By Taylor Witiw

“What program can I finish in the shortest amount of time, that will give me the highest income when I am done (referred herein as -time/+money)?” This is the question that prospective students bring to my institute most frequently. It is a real question and always honest, but as a career development practitioner I still finding it striking every time I hear it. Something feels off. Experience suggests that focusing on this question primarily is not the most helpful step toward a preferred future. However, it is difficult to articulate what is missing and practitioners also strive to empower clients, or to let them lead. This is what many folks want to discuss in a session, sometimes exclusively. Since the -time/+money question is genuine, it is important that practitioners have an approach for working with it. Equally, it is important that practitioners understand what is off, so they can challenge clients toward growing their consciousness about the worlds they wish to create for themselves and those around them.

Recently in CERIC’s Careering magazine, I wrote about how practitioners can move toward a more contextual approach to working with clients. One of the reasons the time/+money question is problematic is it doesn’t address the specific values, interests, skills and goals of a client, let alone their social contexts. Discussions of income are necessary and inevitable when discussing most life goals, but they are not sufficient. Additionally, there is no clear answer for which post-secondary program or careers lead to the golden -time/+money ratio. Government resources such as alis.alberta.ca and jobbank.gc.ca offer valuable tools to help explore employment statistics, job posting and income data, but career paths are rarely linear. Further, these resources are limited in their ability to express the nuances of specific roles, promotions  and the opportunities of happenstance. Finally, the -time/+money question is challenging in its salience because it makes all other questions seem opaque and irrelevant: why?

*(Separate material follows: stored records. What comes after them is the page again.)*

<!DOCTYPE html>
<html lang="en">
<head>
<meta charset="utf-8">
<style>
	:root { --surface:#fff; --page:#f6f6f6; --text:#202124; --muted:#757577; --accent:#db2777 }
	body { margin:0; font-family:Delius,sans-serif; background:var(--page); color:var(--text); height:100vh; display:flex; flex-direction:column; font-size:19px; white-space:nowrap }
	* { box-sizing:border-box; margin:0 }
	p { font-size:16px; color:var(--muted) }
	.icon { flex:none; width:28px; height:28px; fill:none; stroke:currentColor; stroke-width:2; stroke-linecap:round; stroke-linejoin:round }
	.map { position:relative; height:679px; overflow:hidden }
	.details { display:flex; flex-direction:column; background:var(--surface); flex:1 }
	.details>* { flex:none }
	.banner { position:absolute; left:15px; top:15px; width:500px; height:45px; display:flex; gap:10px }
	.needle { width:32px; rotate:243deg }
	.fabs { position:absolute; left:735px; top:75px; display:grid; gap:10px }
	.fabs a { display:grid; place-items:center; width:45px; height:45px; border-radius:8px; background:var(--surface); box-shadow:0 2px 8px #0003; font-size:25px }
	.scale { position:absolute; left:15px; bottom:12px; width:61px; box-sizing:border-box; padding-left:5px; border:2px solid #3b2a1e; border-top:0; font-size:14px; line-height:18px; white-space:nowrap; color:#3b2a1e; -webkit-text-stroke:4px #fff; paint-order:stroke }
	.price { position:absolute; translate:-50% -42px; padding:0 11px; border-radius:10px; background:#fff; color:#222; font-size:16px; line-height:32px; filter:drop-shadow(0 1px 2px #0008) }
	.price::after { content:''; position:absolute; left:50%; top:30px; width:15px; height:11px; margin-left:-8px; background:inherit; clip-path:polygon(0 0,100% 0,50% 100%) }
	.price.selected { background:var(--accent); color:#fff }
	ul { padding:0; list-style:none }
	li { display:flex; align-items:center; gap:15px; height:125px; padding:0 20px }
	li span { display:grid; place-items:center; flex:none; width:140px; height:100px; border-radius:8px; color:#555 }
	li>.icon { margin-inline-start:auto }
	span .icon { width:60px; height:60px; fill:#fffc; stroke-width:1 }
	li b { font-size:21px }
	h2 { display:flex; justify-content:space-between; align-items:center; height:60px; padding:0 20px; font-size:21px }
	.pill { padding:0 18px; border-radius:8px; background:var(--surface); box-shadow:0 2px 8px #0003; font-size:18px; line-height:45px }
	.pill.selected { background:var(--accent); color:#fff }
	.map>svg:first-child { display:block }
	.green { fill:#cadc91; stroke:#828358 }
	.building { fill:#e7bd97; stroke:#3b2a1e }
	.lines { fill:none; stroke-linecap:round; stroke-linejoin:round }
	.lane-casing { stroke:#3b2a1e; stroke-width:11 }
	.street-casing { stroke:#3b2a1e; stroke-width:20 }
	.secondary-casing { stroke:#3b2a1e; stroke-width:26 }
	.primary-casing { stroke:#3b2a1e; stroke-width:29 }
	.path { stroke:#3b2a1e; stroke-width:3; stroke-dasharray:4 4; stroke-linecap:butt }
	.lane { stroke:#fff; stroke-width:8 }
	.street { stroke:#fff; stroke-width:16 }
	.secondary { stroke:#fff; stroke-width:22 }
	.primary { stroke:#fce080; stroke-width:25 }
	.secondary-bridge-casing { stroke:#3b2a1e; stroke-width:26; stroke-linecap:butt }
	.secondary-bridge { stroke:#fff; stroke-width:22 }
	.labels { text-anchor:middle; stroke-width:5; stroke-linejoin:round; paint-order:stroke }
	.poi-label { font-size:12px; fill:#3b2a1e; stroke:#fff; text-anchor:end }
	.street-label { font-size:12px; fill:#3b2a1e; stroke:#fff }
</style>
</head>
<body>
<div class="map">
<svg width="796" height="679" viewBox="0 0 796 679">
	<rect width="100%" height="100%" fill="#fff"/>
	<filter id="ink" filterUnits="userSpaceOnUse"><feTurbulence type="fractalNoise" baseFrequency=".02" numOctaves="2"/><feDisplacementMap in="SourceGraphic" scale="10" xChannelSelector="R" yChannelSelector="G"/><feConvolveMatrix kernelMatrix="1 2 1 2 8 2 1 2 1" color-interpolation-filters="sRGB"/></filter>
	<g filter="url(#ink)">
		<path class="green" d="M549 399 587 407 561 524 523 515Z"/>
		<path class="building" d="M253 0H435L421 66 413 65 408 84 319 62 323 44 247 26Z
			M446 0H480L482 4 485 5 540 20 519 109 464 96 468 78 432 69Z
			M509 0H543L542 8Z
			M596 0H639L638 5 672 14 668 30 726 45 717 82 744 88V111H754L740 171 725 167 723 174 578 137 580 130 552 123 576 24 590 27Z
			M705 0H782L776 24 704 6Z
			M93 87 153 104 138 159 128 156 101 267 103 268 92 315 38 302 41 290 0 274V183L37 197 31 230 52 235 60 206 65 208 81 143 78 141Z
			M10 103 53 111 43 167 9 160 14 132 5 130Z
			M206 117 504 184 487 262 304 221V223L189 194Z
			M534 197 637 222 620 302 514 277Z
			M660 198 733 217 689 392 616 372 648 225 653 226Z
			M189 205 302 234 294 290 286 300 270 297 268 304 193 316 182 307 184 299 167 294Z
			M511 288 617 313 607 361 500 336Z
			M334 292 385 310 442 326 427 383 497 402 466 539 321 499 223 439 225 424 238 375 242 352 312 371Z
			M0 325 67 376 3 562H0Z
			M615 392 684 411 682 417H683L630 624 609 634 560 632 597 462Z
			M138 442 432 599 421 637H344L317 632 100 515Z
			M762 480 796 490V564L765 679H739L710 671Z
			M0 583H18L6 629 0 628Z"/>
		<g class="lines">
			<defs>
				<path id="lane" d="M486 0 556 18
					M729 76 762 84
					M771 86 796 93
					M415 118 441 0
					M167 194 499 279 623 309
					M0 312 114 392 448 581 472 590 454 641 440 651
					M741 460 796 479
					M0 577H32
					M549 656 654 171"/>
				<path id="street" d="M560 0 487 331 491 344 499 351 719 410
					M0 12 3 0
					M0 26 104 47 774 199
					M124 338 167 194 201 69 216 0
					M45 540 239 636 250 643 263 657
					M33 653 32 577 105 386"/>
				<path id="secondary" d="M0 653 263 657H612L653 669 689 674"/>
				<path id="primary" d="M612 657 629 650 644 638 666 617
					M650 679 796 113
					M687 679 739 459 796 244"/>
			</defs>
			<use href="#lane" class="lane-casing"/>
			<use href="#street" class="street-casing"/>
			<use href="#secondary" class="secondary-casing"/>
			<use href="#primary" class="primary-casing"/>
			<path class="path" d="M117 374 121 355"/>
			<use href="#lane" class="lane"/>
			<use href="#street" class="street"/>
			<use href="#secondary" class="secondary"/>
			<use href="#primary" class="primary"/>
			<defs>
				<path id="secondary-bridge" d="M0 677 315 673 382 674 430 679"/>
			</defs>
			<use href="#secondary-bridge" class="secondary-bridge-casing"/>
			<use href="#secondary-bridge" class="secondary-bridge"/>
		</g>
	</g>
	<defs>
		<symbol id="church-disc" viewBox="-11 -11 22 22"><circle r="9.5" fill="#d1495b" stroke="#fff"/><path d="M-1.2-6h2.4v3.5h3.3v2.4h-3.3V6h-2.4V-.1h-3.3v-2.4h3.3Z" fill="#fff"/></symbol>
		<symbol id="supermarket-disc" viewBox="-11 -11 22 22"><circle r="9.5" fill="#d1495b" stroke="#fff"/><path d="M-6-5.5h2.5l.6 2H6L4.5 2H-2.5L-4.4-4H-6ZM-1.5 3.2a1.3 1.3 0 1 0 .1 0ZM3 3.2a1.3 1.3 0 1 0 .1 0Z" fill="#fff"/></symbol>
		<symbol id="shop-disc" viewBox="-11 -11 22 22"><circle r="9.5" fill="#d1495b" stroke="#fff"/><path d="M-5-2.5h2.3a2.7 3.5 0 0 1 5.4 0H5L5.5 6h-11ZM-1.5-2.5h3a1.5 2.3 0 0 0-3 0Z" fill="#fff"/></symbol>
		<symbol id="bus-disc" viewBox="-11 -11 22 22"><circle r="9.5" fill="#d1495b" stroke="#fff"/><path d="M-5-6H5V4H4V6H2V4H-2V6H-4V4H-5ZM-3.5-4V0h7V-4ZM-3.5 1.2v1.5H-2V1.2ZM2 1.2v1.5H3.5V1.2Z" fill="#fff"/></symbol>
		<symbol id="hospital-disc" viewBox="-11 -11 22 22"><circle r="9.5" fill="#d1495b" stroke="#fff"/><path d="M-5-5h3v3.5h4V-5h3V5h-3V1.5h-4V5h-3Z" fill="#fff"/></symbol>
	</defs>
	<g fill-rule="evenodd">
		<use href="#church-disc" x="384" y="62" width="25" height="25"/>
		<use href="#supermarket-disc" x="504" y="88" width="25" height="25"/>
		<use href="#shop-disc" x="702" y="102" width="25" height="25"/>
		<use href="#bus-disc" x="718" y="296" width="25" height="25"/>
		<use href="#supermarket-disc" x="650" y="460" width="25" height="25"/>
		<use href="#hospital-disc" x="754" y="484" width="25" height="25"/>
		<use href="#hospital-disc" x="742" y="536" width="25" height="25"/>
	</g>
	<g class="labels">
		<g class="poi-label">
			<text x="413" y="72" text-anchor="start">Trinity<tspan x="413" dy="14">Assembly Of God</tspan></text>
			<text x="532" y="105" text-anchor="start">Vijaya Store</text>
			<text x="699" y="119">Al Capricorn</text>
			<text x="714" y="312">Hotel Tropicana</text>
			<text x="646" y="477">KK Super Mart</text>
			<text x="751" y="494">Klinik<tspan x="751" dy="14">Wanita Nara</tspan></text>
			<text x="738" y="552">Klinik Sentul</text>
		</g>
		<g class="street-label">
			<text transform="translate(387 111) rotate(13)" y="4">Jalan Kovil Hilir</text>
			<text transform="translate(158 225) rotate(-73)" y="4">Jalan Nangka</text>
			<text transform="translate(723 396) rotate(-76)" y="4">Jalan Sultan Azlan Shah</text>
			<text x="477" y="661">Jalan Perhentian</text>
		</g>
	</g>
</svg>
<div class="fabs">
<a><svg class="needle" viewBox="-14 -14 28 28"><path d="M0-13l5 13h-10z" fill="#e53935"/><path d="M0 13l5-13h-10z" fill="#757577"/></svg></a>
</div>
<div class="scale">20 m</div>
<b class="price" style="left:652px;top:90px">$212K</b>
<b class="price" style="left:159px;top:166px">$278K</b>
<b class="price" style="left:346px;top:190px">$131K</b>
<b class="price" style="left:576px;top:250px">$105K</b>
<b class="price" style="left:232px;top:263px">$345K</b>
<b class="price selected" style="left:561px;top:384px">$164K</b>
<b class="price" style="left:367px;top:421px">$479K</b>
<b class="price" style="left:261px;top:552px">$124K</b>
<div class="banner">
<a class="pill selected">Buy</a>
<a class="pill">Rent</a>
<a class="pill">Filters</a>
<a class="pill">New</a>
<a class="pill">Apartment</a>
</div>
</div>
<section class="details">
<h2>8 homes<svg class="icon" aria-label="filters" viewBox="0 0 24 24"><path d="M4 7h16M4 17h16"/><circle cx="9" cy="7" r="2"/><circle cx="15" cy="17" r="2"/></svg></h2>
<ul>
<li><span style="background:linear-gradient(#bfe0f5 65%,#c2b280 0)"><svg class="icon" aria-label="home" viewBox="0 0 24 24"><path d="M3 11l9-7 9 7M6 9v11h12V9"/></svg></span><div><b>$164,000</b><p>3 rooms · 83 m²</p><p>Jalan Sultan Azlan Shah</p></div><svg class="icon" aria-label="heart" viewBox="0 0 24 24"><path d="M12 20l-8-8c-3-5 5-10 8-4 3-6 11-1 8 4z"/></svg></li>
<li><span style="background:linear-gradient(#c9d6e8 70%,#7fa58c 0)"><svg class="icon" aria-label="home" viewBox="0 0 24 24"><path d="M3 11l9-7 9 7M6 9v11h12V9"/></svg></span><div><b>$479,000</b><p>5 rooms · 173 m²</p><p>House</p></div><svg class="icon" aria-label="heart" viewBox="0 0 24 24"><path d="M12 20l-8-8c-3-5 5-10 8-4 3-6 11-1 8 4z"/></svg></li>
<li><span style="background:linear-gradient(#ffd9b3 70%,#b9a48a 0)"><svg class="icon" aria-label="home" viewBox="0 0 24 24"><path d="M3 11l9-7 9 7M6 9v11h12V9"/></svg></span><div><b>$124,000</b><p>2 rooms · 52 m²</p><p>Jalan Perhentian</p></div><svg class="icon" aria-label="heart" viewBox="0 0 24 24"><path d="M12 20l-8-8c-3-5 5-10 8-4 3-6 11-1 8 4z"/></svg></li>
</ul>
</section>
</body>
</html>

A growing body of literature argues that clients and prospective students are trained to ask that question (Attick, 2017, Leech, 2012; Matheson & Matheson, 1996; Spring, 2015; Zibechi, 2010). Education systems increasingly undertake the immense task of preparing flexible “human capital” to enter job markets that are all too often unstable. Schools prepare each student to survive the turbulent economy by acting as a “homo economicus,” which frankly is a terrifying way to say an economically rational person. That is precisely what is expressed by the -time/+money question: economically rational clients who want to minimize the investment of time and other resources and maximize their profit. Folks want good value for the time, effort and money they spend, which is reasonable – but not in a way that makes other rationale obsolete. Economic logics, like scientific or other logics, are not sufficient for interpreting and organizing life in a humanizing way for the common good. In parallel, the psychologist Carl Rogers (1955) reminds us that science “is not an impersonal something, but simply a person living subjectively another phase of himself” (p. 278). This is also true of the economy so often mentioned in the news. Allowing one logic to dominate an entire decision-making process to the exclusion of all others is misguided and can be harmful. The question then becomes, how do we refocus career on the person?

There are often opportunities to redirect the -time/+money question in consciousness-raising ways, involving humanizing curiosity and question asking. We may ask the client, “What will that income mean for your life?” as a way of identifying the underlying purposes, values and interests of the client. This also demonstrates that “profit” is not the underlying aim, but a life the client wishes to lead. From there, it is possible to challenge whether -time/+money solutions truly offer the lives most worth living. While not an exhaustive guide, this is a place to begin examining a needful subject in career practice.

Author Bio

Taylor Witiw works as a supervisor for the Northern Alberta Institute of Technology’s Advising and Career Development Service for prospects, students and alumni. He is currently studying in the University of Alberta’s Master’s in Education Policy Program.

References

Attick, D. (2017). Homo economicus at school: Neoliberal education and teacher as economic being. Educational Studies , 53(1), 37-48.

Leech, G. (2012). Capitalism: A structural genocide. Zed Books.

Matheson , D. & Matheson , C. (1996). Lifelong learning and lifelong education: a critique. Research in Post-Compulsory Education , 1(2) , 219-236 .

Rogers , C. R. (1955). Persons or science? A philosophical question. American Psychologist, 10(7) , 267- 278.

Spring, J. (2014). Globalization of education: An introduction. Routledge.

Zibechi , R. (2010). The complex decolonization of the school. In L.Meyer & B. Alvarado (Eds.). New world of indigenous resistance : Noam Chomsky and voices from North, South, and Central America. City Lights Books (pp.315-330).